> **The task**: Please copy out the lines in the entries that contain "bottom".

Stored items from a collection
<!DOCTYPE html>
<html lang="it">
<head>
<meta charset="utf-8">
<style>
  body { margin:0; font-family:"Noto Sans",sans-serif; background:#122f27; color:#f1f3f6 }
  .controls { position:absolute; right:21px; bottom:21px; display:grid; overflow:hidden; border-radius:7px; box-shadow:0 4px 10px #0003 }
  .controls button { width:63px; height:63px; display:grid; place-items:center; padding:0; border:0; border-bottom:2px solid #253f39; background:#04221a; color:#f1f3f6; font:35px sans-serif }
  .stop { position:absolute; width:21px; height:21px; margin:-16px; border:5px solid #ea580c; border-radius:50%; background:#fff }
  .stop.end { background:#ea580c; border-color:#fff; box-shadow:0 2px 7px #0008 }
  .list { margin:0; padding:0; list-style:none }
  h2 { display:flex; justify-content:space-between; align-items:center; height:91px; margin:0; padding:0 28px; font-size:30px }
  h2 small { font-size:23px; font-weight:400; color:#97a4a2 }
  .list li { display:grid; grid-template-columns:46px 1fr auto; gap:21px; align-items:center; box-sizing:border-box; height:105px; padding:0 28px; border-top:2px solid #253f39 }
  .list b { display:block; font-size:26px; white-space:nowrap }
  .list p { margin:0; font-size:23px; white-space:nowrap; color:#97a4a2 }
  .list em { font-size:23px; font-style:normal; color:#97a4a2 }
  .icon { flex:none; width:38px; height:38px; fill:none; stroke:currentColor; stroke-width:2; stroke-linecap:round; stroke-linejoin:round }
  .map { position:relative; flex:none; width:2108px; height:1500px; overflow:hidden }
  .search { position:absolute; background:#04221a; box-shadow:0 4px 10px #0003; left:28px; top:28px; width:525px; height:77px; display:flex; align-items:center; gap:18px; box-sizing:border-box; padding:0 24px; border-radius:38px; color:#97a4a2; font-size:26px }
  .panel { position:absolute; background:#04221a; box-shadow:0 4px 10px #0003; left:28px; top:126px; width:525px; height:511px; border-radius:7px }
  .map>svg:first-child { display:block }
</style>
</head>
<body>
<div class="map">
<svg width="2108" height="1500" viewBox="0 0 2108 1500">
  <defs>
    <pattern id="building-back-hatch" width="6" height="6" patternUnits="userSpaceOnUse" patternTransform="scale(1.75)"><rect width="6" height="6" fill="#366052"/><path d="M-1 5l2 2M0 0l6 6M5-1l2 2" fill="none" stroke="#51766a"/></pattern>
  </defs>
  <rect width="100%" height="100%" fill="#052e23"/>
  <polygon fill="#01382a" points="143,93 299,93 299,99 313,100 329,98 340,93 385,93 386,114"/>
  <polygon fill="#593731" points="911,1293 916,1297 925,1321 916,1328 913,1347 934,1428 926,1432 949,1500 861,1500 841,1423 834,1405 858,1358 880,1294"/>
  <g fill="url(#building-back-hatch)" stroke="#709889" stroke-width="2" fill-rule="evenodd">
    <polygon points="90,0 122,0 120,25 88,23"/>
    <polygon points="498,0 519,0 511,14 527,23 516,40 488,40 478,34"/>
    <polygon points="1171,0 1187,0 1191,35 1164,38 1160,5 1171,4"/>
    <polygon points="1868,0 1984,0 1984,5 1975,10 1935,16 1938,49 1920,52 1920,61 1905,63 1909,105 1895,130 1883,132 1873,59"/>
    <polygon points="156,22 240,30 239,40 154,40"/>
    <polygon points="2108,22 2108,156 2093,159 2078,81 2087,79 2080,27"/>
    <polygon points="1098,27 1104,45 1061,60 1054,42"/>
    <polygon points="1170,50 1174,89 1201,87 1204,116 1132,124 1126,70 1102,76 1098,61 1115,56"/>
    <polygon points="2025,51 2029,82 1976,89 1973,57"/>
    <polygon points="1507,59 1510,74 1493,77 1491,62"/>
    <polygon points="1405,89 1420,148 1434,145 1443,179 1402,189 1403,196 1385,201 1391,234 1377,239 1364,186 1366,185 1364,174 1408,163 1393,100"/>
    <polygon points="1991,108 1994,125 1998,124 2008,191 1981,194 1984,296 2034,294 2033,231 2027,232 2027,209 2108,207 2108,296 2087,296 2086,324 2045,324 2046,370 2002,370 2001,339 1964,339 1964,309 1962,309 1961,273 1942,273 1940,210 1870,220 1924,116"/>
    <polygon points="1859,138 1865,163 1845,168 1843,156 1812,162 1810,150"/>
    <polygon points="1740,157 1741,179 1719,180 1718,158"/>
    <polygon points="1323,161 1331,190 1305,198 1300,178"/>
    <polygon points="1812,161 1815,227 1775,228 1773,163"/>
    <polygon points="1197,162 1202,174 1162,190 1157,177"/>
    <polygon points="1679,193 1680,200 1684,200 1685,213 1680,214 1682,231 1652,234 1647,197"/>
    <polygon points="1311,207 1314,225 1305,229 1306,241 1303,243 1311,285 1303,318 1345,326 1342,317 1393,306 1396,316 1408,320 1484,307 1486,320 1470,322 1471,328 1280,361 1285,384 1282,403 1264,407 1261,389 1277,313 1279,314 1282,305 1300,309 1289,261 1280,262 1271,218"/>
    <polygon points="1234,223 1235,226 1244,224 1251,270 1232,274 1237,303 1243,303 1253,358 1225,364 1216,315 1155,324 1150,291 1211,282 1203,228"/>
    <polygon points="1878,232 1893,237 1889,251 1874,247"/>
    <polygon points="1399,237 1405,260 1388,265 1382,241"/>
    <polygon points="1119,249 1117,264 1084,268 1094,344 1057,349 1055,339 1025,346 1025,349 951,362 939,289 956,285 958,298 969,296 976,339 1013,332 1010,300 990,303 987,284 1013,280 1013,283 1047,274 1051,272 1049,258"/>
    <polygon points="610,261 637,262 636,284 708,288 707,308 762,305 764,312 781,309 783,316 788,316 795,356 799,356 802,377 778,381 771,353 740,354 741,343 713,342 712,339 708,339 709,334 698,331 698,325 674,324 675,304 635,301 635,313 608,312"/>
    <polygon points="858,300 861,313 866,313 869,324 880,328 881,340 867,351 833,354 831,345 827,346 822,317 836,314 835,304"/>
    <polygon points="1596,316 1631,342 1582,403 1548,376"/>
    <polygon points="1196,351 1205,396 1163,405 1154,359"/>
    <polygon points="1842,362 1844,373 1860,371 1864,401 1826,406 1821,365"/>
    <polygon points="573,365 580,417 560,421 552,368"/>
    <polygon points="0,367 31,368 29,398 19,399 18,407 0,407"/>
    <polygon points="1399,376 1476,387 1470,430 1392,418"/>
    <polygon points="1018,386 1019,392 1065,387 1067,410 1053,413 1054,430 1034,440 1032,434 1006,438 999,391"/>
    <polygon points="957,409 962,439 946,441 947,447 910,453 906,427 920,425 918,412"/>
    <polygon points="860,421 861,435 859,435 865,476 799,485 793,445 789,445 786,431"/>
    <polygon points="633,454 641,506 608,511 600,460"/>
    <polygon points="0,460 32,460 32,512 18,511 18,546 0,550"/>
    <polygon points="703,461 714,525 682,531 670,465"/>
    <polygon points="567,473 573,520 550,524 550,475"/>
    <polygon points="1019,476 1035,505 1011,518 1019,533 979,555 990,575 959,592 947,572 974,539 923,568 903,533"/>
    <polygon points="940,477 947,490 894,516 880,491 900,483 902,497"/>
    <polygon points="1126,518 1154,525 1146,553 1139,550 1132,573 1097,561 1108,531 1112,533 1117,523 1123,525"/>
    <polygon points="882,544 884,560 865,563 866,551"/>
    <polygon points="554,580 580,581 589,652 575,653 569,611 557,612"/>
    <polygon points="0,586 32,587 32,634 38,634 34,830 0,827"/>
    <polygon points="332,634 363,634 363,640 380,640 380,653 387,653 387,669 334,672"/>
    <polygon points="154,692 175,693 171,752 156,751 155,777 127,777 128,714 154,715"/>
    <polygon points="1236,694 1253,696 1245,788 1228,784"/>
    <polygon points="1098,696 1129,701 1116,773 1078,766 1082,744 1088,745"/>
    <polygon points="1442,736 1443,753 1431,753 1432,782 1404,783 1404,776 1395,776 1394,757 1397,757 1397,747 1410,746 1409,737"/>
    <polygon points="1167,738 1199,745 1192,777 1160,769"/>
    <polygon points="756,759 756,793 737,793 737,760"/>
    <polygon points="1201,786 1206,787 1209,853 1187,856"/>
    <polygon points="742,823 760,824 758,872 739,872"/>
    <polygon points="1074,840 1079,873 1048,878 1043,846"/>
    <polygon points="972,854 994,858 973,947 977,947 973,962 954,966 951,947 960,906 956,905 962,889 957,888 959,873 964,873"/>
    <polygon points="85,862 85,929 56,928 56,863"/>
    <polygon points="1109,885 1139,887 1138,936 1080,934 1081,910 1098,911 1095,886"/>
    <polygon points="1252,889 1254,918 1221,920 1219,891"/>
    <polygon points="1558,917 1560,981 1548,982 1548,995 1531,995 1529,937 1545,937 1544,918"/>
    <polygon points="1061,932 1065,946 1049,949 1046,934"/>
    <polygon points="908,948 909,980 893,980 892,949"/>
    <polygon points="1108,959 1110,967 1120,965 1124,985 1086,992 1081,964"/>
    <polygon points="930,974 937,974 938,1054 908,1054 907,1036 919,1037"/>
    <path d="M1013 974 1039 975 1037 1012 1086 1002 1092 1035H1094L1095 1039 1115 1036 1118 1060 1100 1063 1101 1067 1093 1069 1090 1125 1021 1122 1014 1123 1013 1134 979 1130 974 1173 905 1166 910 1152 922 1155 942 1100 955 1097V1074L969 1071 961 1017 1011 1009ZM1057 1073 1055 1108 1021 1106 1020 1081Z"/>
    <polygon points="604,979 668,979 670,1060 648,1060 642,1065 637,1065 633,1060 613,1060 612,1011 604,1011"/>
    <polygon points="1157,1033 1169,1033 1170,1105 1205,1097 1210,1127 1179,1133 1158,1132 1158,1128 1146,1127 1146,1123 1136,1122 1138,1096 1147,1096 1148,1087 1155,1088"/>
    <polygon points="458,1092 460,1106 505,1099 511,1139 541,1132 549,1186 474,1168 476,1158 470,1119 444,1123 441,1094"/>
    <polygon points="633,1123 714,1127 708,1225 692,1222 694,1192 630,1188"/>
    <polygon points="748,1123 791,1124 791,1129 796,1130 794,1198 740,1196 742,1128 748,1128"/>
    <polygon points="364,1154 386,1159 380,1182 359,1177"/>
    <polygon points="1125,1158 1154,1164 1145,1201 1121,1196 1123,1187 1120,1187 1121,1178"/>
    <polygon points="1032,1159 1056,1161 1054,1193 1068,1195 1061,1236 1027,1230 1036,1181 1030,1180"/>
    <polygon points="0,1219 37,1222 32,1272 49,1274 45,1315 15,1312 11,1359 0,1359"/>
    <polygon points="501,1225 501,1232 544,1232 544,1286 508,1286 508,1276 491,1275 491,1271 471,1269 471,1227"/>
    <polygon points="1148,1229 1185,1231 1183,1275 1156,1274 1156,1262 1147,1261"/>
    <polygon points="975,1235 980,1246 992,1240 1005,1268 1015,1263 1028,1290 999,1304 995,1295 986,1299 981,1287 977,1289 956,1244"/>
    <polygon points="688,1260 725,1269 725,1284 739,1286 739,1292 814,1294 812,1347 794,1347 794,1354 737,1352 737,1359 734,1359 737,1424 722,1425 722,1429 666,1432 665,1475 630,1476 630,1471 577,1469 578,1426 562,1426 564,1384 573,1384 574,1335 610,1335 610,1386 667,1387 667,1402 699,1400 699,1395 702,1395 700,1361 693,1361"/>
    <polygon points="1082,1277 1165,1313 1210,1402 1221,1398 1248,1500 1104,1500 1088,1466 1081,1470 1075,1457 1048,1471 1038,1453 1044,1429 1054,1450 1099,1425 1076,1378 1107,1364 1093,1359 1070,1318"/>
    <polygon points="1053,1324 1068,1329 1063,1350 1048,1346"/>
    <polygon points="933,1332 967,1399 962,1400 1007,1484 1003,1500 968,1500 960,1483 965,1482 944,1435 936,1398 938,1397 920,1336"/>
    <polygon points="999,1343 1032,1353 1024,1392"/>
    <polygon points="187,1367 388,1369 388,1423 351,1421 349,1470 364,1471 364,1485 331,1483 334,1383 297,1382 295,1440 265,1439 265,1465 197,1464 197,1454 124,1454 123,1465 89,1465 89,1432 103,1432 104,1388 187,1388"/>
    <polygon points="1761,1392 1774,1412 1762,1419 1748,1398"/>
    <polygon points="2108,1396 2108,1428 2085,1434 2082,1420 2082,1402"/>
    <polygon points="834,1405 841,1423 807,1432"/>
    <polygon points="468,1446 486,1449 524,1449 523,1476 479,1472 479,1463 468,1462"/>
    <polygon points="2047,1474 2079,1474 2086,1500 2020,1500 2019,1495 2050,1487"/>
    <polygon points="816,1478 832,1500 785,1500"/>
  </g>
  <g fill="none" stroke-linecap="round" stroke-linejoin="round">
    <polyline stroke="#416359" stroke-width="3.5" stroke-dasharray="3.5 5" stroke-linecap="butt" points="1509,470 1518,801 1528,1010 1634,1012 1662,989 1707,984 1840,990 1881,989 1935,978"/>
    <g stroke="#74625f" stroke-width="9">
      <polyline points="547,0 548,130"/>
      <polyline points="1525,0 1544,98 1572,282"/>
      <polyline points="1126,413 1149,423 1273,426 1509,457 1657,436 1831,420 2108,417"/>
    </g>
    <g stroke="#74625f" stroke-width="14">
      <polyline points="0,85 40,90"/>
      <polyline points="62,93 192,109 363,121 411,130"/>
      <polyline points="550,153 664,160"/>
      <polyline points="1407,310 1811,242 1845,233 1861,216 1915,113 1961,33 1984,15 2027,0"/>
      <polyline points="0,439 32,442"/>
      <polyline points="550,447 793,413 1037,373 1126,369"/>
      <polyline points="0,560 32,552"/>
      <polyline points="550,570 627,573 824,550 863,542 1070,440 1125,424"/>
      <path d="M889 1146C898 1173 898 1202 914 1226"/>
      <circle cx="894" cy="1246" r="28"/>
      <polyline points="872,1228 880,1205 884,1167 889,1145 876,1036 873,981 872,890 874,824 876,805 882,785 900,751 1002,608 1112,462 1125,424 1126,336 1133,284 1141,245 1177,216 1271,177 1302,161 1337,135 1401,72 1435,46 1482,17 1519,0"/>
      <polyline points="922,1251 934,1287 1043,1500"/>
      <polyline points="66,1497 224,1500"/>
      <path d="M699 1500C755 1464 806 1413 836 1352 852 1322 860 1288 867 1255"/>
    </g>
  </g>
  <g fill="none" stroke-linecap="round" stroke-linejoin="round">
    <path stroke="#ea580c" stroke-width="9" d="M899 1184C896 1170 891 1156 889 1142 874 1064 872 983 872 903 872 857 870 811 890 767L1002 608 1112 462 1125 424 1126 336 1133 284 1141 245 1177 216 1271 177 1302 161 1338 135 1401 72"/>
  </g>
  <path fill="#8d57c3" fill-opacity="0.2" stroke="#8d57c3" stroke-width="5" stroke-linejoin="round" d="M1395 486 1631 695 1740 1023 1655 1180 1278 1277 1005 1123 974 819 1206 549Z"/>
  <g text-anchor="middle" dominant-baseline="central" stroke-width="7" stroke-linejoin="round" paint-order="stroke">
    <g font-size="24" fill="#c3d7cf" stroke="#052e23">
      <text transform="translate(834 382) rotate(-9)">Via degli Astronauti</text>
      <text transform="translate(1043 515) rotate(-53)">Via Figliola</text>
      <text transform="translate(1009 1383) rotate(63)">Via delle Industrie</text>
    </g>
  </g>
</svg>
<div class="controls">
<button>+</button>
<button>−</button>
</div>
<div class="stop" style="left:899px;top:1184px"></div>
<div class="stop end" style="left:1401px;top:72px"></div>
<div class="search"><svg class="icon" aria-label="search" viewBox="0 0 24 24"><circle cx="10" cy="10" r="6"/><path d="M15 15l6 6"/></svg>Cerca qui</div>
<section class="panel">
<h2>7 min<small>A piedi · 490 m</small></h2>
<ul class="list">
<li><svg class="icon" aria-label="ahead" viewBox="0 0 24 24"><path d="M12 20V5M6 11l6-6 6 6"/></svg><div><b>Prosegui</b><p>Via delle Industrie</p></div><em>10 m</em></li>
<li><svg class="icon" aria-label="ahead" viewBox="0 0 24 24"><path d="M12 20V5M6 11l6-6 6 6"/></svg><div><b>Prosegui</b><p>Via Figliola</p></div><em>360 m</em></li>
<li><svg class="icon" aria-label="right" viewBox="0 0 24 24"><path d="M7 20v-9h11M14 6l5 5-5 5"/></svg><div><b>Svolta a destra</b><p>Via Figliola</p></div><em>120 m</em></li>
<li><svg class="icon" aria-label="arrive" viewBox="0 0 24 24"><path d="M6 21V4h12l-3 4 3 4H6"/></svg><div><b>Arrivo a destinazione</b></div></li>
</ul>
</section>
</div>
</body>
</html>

> **Output for this exercise**:
  .controls { position:absolute; right:21px; bottom:21px; display:grid; overflow:hidden; border-radius:7px; box-shadow:0 4px 10px #0003 }
  .controls button { width:63px; height:63px; display:grid; place-items:center; padding:0; border:0; border-bottom:2px solid #253f39; background:#04221a; color:#f1f3f6; font:35px sans-serif }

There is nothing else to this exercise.